▶ [Data provided]:
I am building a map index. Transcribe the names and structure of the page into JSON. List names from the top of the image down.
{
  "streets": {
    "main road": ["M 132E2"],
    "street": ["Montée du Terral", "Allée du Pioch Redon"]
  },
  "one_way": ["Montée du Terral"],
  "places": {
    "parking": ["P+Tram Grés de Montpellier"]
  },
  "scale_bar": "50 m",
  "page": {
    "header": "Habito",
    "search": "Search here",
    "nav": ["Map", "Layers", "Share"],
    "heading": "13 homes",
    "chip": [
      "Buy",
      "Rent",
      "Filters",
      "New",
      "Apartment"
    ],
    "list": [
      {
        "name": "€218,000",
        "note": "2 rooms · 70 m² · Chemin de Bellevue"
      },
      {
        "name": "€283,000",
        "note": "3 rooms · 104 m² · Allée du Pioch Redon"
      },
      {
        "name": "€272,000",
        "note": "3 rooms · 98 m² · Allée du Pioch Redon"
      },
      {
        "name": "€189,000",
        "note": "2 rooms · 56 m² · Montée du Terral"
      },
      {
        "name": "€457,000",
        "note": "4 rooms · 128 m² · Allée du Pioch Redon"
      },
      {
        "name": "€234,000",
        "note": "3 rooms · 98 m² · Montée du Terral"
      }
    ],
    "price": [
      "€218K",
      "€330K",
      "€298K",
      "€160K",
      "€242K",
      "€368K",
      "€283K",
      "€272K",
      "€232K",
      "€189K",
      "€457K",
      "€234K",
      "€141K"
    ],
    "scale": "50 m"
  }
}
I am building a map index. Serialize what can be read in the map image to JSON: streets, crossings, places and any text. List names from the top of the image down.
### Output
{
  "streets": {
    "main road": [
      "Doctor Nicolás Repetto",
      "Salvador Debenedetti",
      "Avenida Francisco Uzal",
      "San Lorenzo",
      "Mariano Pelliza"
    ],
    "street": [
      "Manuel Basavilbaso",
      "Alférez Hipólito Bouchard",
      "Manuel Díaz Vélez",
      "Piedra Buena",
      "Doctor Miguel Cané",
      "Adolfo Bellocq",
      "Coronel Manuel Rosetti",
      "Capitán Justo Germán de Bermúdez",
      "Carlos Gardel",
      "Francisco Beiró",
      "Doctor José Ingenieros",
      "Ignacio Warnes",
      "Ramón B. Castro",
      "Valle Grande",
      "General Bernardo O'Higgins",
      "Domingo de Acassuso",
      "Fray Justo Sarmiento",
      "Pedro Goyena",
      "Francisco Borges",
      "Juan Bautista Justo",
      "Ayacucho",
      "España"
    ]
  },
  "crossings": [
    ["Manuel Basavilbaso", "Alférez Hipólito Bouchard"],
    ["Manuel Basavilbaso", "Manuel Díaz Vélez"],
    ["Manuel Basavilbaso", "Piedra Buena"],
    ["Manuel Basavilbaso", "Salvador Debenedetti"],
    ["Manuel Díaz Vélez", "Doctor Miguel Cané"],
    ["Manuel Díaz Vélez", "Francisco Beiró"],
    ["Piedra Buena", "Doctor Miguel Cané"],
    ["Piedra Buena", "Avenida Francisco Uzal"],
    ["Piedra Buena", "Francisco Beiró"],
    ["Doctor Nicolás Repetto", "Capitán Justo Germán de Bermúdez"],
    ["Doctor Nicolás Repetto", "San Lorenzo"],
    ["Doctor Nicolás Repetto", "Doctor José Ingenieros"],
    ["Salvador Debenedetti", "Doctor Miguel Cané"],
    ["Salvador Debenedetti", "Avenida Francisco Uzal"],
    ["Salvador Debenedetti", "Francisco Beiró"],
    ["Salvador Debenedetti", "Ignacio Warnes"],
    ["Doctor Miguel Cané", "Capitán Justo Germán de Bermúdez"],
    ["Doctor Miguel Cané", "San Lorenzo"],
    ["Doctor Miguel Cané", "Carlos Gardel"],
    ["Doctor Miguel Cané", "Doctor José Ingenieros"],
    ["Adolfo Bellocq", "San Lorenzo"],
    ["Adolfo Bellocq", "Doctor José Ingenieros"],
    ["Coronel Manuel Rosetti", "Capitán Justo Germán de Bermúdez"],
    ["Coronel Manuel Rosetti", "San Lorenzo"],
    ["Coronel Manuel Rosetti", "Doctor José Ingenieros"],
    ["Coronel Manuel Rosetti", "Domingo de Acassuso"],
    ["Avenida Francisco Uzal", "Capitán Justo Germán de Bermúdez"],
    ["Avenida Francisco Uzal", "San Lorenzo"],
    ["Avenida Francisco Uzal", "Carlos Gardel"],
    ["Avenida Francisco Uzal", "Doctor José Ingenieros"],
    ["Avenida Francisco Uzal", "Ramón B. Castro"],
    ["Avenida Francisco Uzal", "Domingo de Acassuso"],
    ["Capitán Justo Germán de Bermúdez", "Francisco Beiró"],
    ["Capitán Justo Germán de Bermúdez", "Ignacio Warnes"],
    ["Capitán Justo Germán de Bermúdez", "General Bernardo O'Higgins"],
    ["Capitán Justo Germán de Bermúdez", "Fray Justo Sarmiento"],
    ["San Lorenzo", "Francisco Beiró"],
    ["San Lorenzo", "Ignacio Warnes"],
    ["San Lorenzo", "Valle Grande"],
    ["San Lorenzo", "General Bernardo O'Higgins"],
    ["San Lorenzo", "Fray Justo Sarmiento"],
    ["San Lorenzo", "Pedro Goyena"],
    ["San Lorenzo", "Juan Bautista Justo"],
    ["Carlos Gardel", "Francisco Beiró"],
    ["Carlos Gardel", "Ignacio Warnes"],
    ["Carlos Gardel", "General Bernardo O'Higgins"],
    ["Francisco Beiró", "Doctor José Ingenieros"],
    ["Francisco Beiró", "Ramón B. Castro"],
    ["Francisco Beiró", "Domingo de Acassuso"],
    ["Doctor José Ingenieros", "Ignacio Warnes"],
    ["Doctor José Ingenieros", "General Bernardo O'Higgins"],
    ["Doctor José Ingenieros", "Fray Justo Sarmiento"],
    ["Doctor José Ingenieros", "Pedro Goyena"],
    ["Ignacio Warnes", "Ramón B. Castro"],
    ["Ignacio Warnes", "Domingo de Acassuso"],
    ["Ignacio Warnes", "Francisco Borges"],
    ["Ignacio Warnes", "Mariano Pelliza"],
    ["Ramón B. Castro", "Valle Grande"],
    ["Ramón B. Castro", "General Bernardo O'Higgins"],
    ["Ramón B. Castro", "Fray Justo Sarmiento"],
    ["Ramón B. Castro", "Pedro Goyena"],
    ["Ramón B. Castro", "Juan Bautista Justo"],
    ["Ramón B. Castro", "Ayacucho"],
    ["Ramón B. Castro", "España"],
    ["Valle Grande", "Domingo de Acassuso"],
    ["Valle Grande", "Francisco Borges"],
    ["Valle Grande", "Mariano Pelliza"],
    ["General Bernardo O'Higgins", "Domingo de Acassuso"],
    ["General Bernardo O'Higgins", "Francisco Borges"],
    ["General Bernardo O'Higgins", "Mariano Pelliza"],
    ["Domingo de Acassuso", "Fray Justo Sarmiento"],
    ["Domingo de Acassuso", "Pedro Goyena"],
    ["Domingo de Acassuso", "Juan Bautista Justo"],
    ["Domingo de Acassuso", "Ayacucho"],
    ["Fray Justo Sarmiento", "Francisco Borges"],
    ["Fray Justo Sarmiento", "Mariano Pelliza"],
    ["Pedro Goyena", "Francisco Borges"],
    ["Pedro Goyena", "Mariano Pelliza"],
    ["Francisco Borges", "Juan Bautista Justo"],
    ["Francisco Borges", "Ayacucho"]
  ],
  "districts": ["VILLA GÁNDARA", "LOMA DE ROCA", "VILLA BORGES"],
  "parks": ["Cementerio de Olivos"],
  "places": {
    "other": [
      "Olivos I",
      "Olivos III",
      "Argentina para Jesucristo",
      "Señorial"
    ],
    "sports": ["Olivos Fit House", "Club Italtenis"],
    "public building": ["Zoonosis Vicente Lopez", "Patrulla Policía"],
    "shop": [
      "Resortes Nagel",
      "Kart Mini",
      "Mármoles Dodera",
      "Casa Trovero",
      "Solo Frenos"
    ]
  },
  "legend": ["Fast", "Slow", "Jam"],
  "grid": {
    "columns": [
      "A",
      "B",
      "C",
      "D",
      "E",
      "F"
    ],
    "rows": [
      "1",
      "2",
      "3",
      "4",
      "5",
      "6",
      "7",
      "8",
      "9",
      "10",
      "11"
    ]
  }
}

▶ [What you have to do]:
Above are some records; copy each line there that contains "Bernardo".

▶ [Solved problem]:
      "General Bernardo O'Higgins",
    ["Capitán Justo Germán de Bermúdez", "General Bernardo O'Higgins"],
    ["San Lorenzo", "General Bernardo O'Higgins"],
    ["Carlos Gardel", "General Bernardo O'Higgins"],
    ["Doctor José Ingenieros", "General Bernardo O'Higgins"],
    ["Ramón B. Castro", "General Bernardo O'Higgins"],
    ["General Bernardo O'Higgins", "Domingo de Acassuso"],
    ["General Bernardo O'Higgins", "Francisco Borges"],
    ["General Bernardo O'Higgins", "Mariano Pelliza"],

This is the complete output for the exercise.